Osgood hopes to finish installing his system by the end of the year.
He said he was impressed with the comments and questions he had heard from City Council members and Cody public works employees, and that the process has gone well so far.
Bert Pond, electrical superintendent for the city of Cody, said software glitches with a special power meter at Stone Soup caused some difficulties in accounting for power produced, but things are working well now.
Pond advised others looking to install a net meter system to "contact someone who specializes in these solar arrays or wind power. If you don't use qualified people, you can end up spending more money than you need to."
Pond said systems must produce less than 25 kilowatts of peak power to qualify for the state's net metering law.
That program allows the homeowner to use surplus power as credit against power consumed, with the balance calculated annually from the date of installation.
Osgood said his system will produce a peak load of about 2 kilowatts per hour, generating an average of around 290 kilowatt hours a month.
After super-insulating the old Husky house, a process that includes installing 3-inch phenolic foam boards along all the interior walls, he expects to use around 65 kilowatt hours per month, returning the surplus to the grid.
Though he may earn between $5 and $20 a month for the extra power, Osgood said the system's $16,000 cost will not be recouped over a typical 30-year amortization period.
"The expense I'm bearing cannot be justified economically in any way under current rates," he said.
His goal instead is to reduce demand for electricity produced by coal, and return green power to the system for others to use.
With shelves of books on alternative energy, triple-pane windows from Canada, and special insulation imported from Europe because it isn't sold here, Osgood admits to being an "enthusiast" on the topic.
"Energy conservation has been a hobby for a long time.

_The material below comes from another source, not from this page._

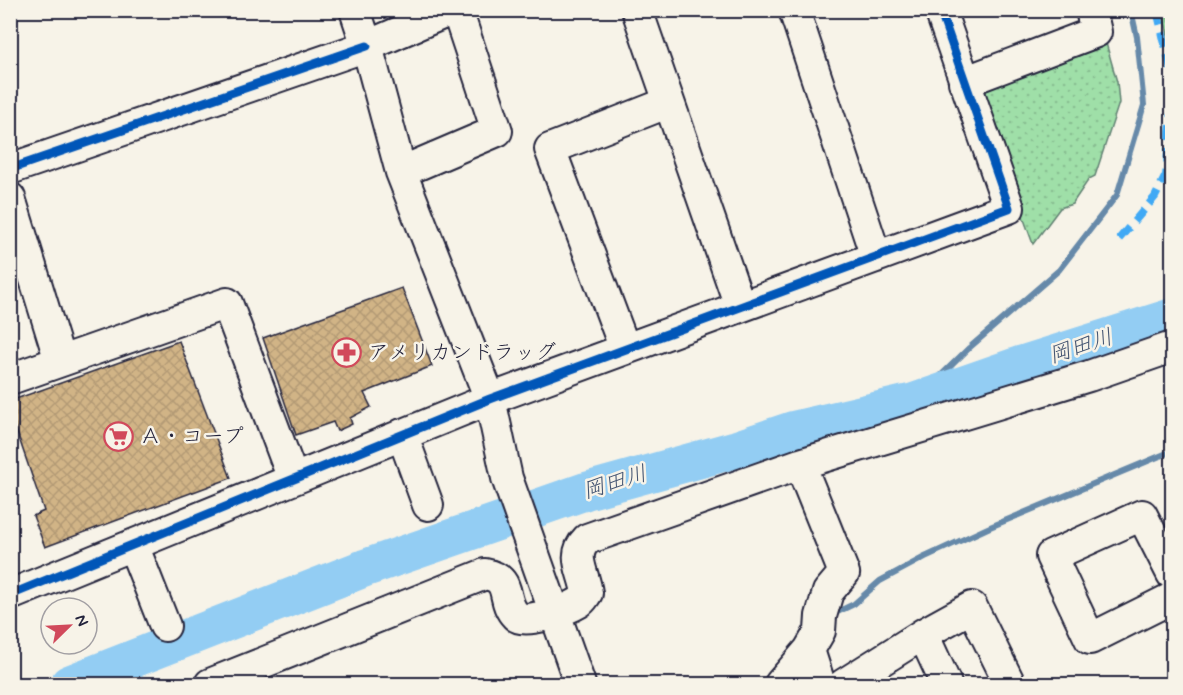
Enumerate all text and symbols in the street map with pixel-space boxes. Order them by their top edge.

I've taken courses on housing design and heat loss," said Osgood, who is doing much of the work himself on the solar and insulation projects.

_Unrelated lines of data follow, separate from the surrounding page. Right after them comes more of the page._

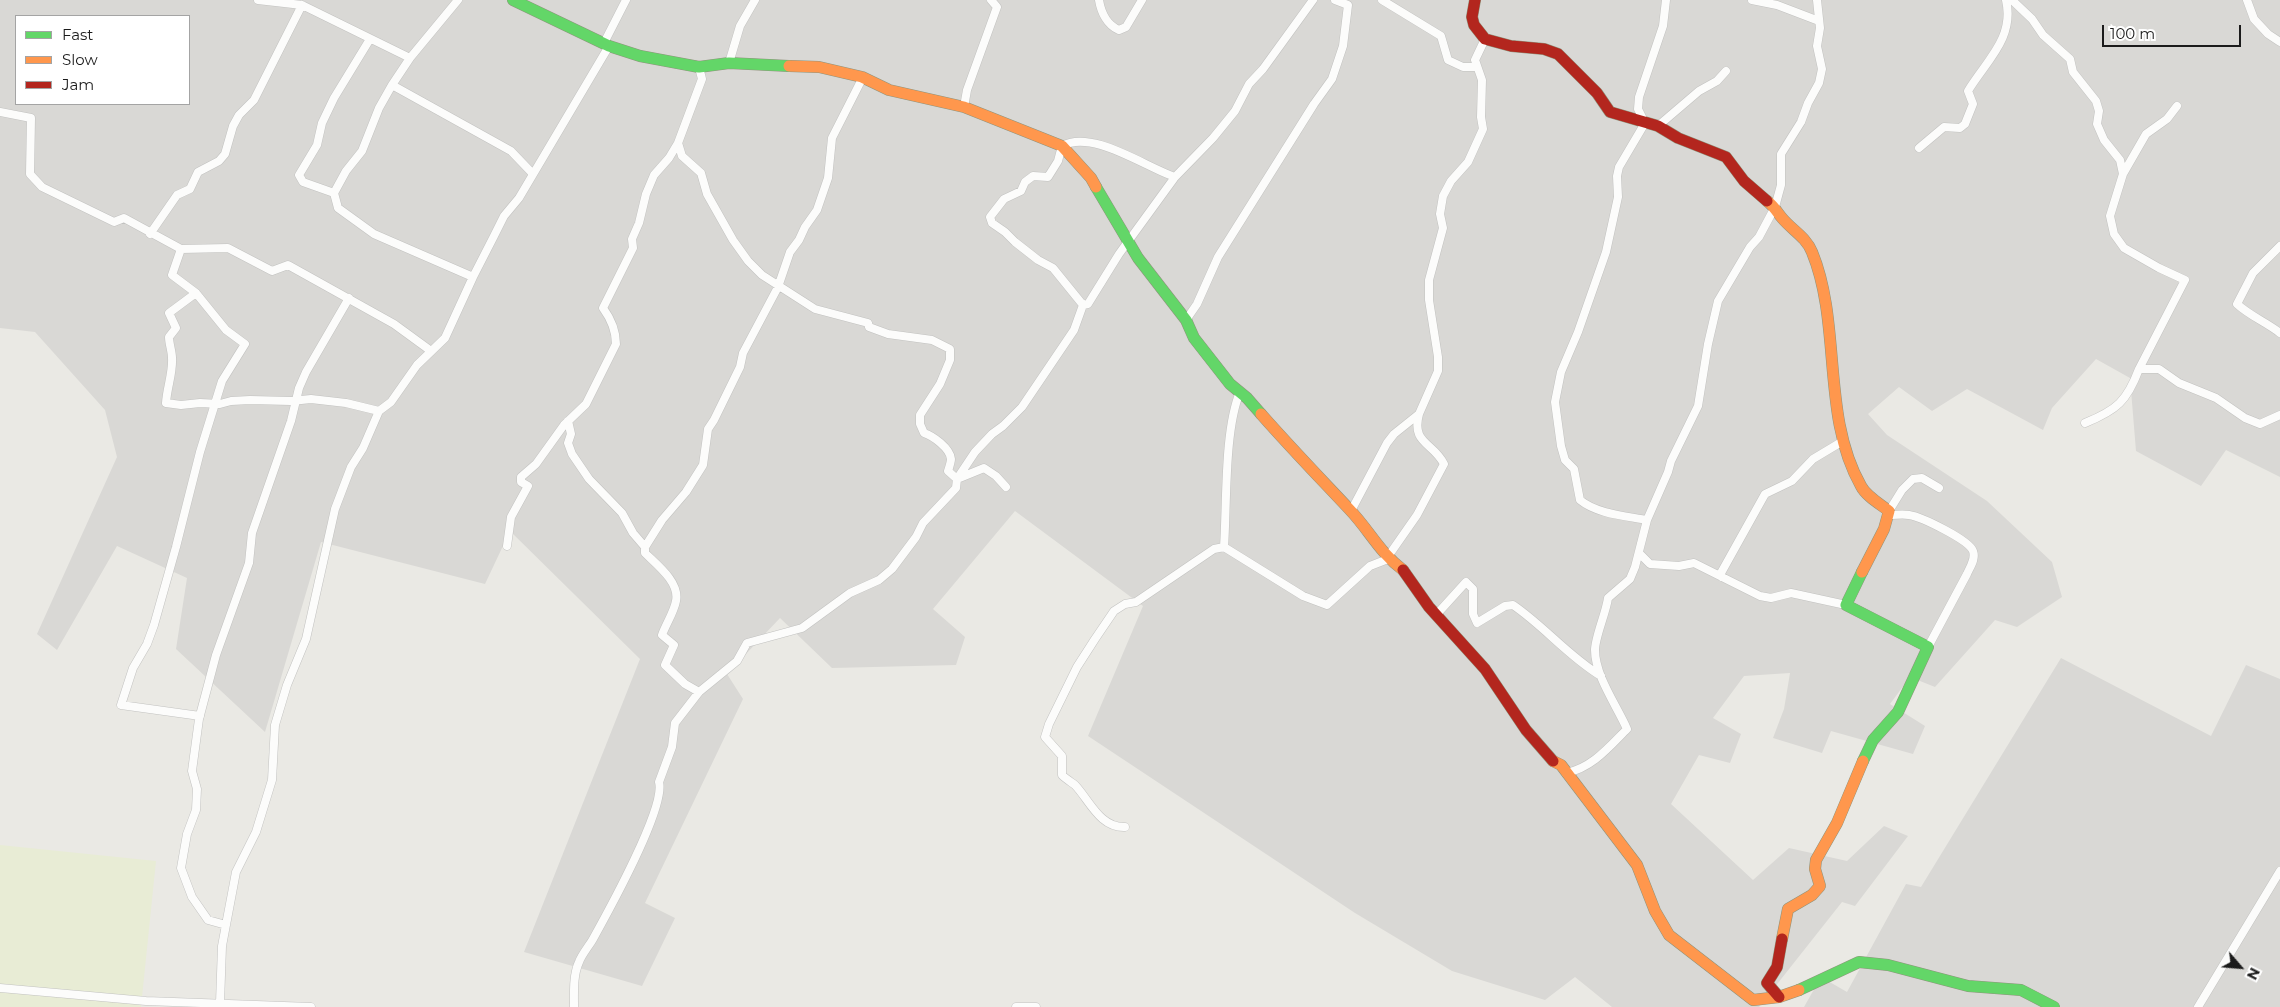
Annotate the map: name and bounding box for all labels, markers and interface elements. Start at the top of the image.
legend [15,15,190,105]
scale bar [2105,15,2244,47]
text: 100 m [2110,24,2155,43]
text: Fast [62,25,93,44]
text: Slow [62,50,98,69]
text: Jam [62,75,94,94]
north arrow [2215,942,2265,992]
text: N [2243,965,2264,983]

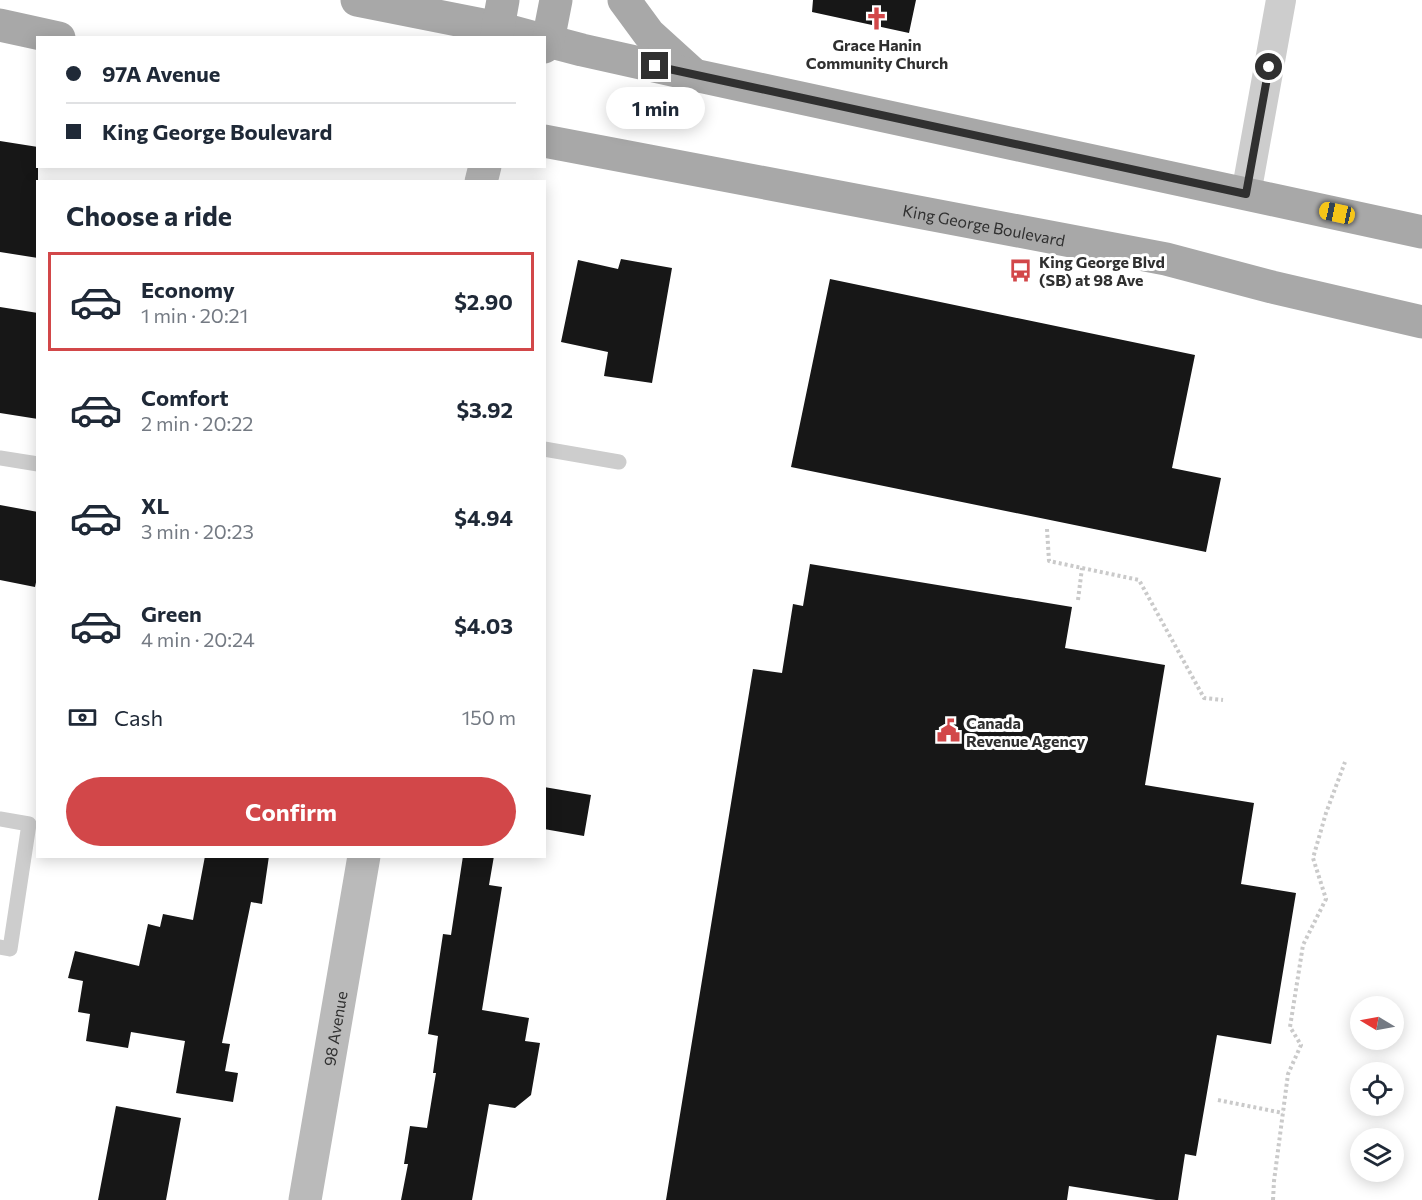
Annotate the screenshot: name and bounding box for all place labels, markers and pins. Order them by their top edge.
church icon: Grace Hanin Community Church [864,6,890,32]
place label: Grace Hanin Community Church [806,35,948,72]
place label: King George Blvd (SB) at 98 Ave [1039,252,1165,289]
bus stop icon: King George Blvd (SB) at 98 Ave [1008,257,1034,283]
place label: Canada Revenue Agency [966,713,1085,750]
public building icon: Canada Revenue Agency [935,718,961,744]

"One of the main problems confronting us is elevated levels of carbon dioxide, and we're probably close to a time where we have to address that," he said.

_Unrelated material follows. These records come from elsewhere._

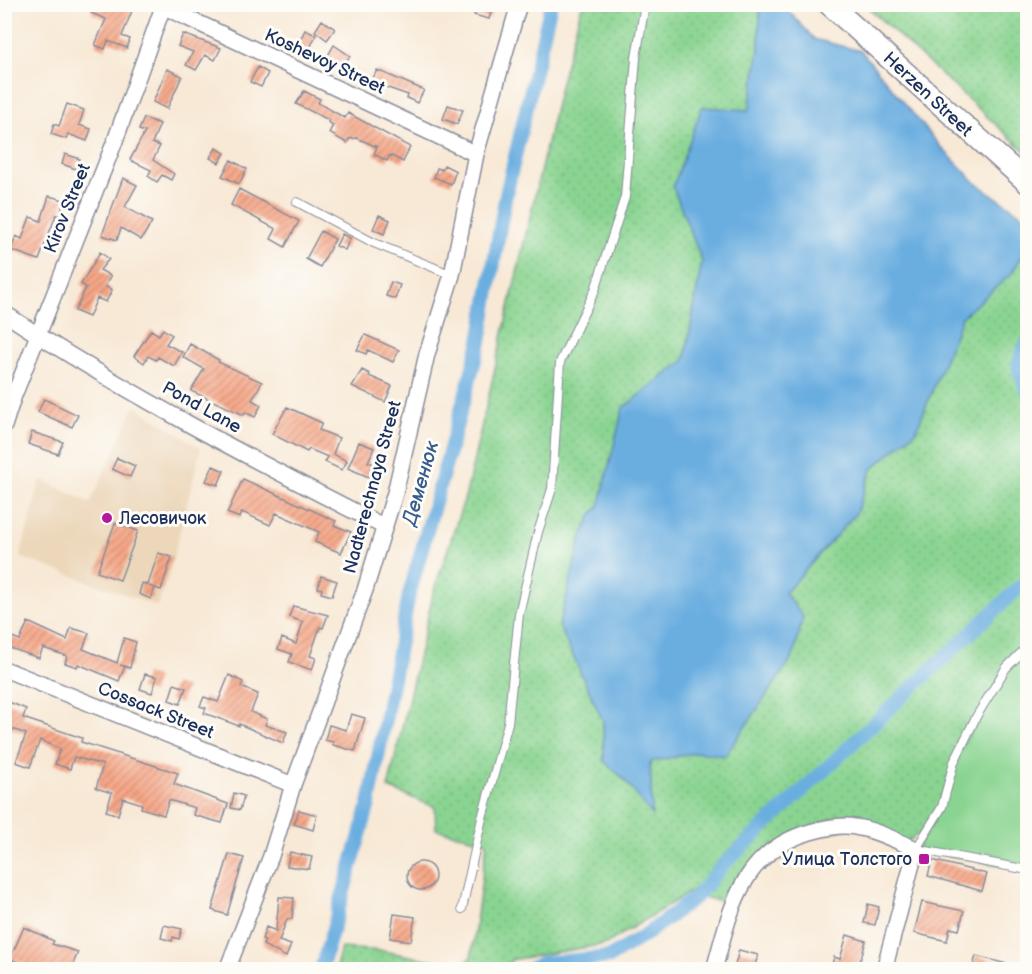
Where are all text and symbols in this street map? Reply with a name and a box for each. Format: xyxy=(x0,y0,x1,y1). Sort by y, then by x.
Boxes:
street label: Koshevoy Street xyxy=(261,24,389,99)
street label: Herzen Street xyxy=(879,48,977,141)
street label: Kirov Street xyxy=(40,160,95,256)
street label: Pond Lane xyxy=(159,377,245,438)
street label: Nadterechnaya Street xyxy=(339,398,406,576)
water label: Деменюк xyxy=(397,438,445,530)
place label: Лесовичок xyxy=(118,508,207,529)
marker: Лесовичок xyxy=(100,511,114,525)
street label: Cossack Street xyxy=(95,678,217,743)
place label: Улица Толстого xyxy=(782,849,912,870)
marker: Улица Толстого xyxy=(917,852,931,866)

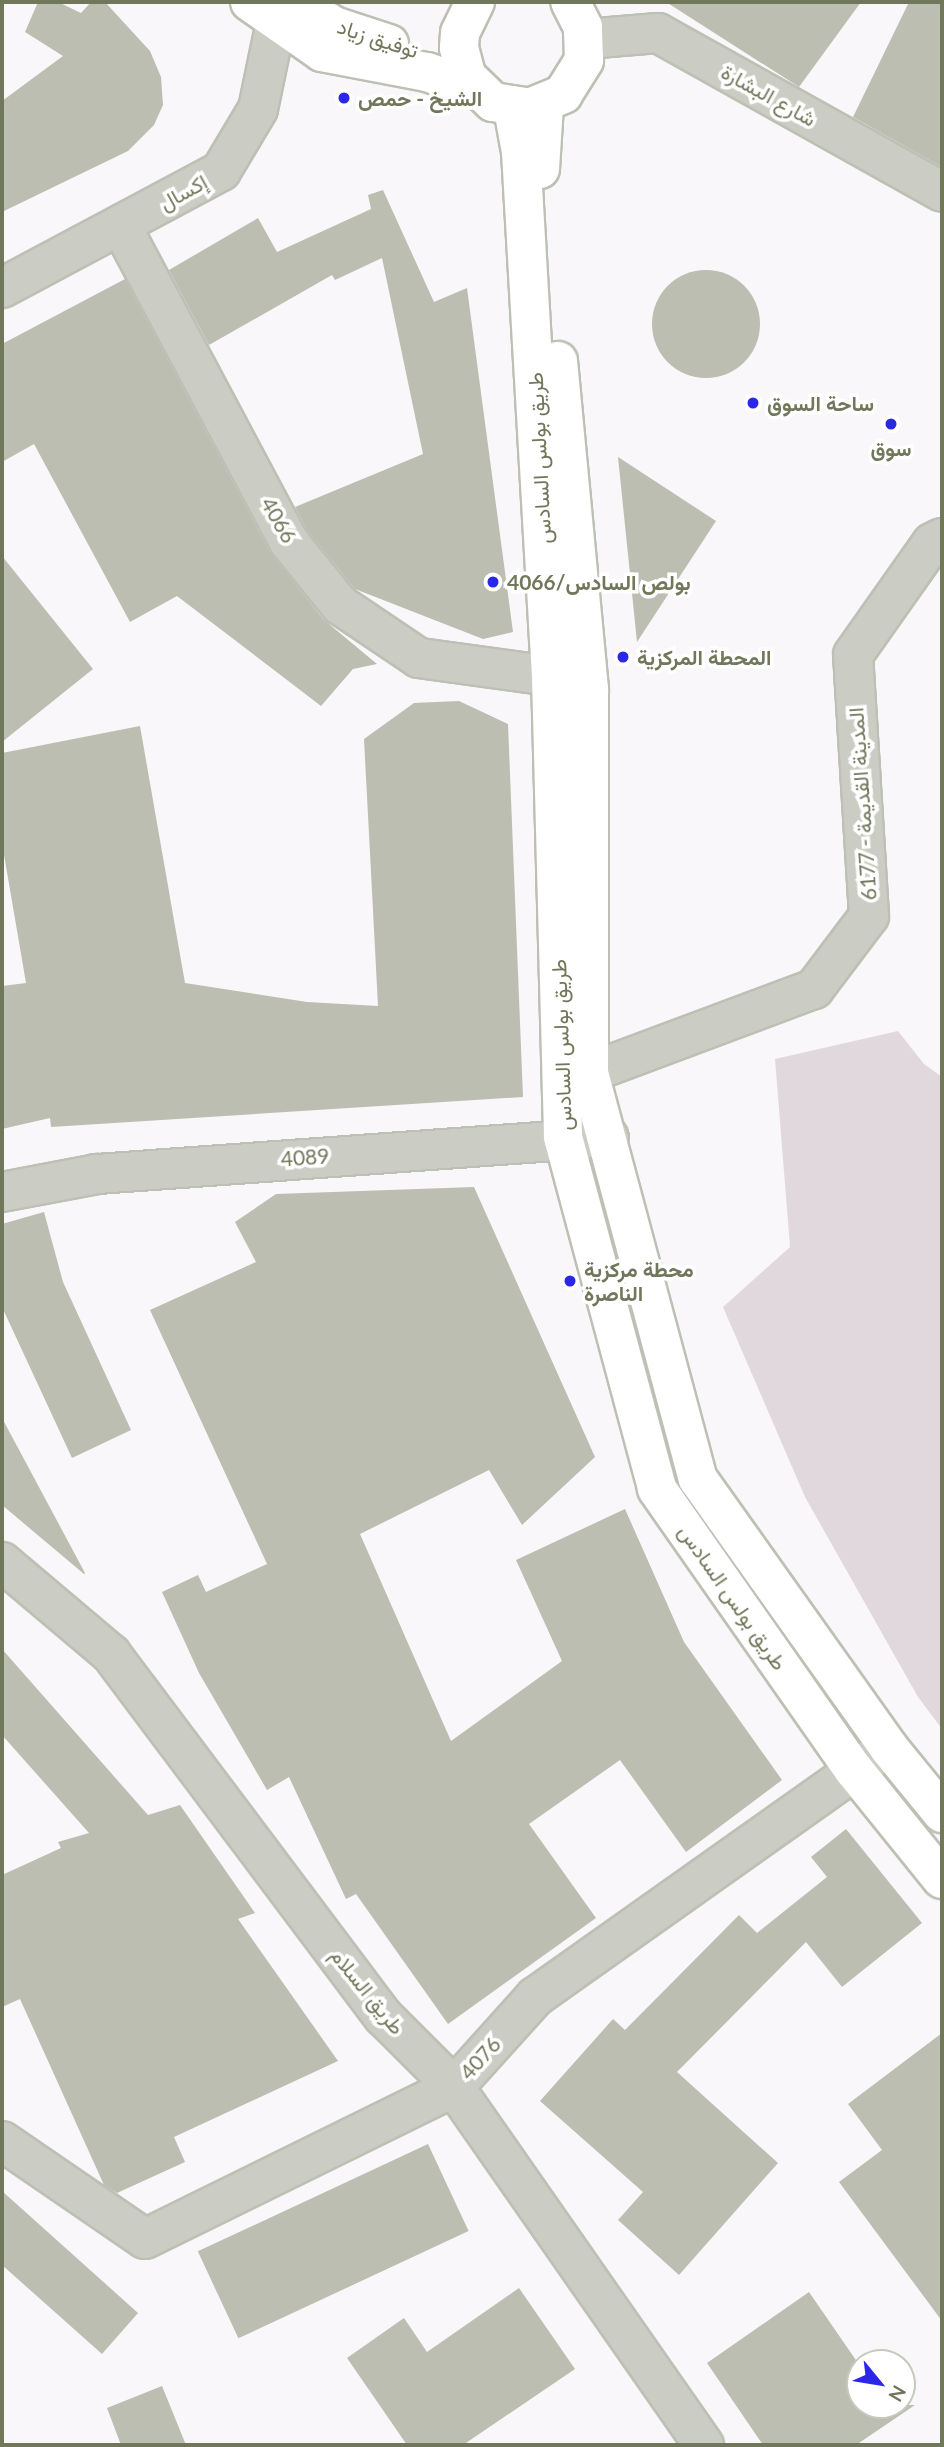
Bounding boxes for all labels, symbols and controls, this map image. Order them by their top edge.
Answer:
street label: توفيق زياد [334,13,422,63]
street label: شارع البشارة [717,59,821,131]
place label: الشيخ - حمص [358,85,482,111]
marker: الشيخ - حمص [336,90,352,106]
street label: إكسال [155,169,211,215]
street label: طريق بولس السادس [522,372,556,544]
place label: ساحة السوق [767,390,874,416]
marker: ساحة السوق [745,395,761,411]
marker: سوق [883,416,899,432]
place label: سوق [870,435,912,461]
street label: 4066 [256,493,302,547]
place label: بولص السادس/4066 [507,569,691,595]
marker: بولص السادس/4066 [485,574,501,590]
place label: المحطة المركزية [637,644,771,670]
marker: المحطة المركزية [615,649,631,665]
street label: المدينة القديمة - 6177 [843,707,881,901]
street label: طريق بولس السادس [545,959,577,1131]
street label: 4089 [280,1143,330,1171]
place label: محطة مركزية الناصرة [584,1256,694,1306]
marker: محطة مركزية الناصرة [562,1273,578,1289]
street label: طريق بولس السادس [673,1519,793,1675]
street label: طريق السلام [326,1943,410,2039]
street label: 4076 [454,2031,506,2085]
north arrow [846,2349,916,2419]
text: N [884,2382,912,2406]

One option is for concerned homeowners to tackle the issue individually, he said.
New technologies make conservation and alternative energy more efficient and affordable than during the 1970s energy crisis, said Osgood.
"Now, through energy conservation and the prudent use of energy, we can do what we need to do, without being wasteful," he said.
Former President Jimmy Carter advised people to turn back thermostats and put on a sweater.
"People then equated conservation with discomfort," said Osgood. "But if you design it correctly in the first place, you don't have to be uncomfortable."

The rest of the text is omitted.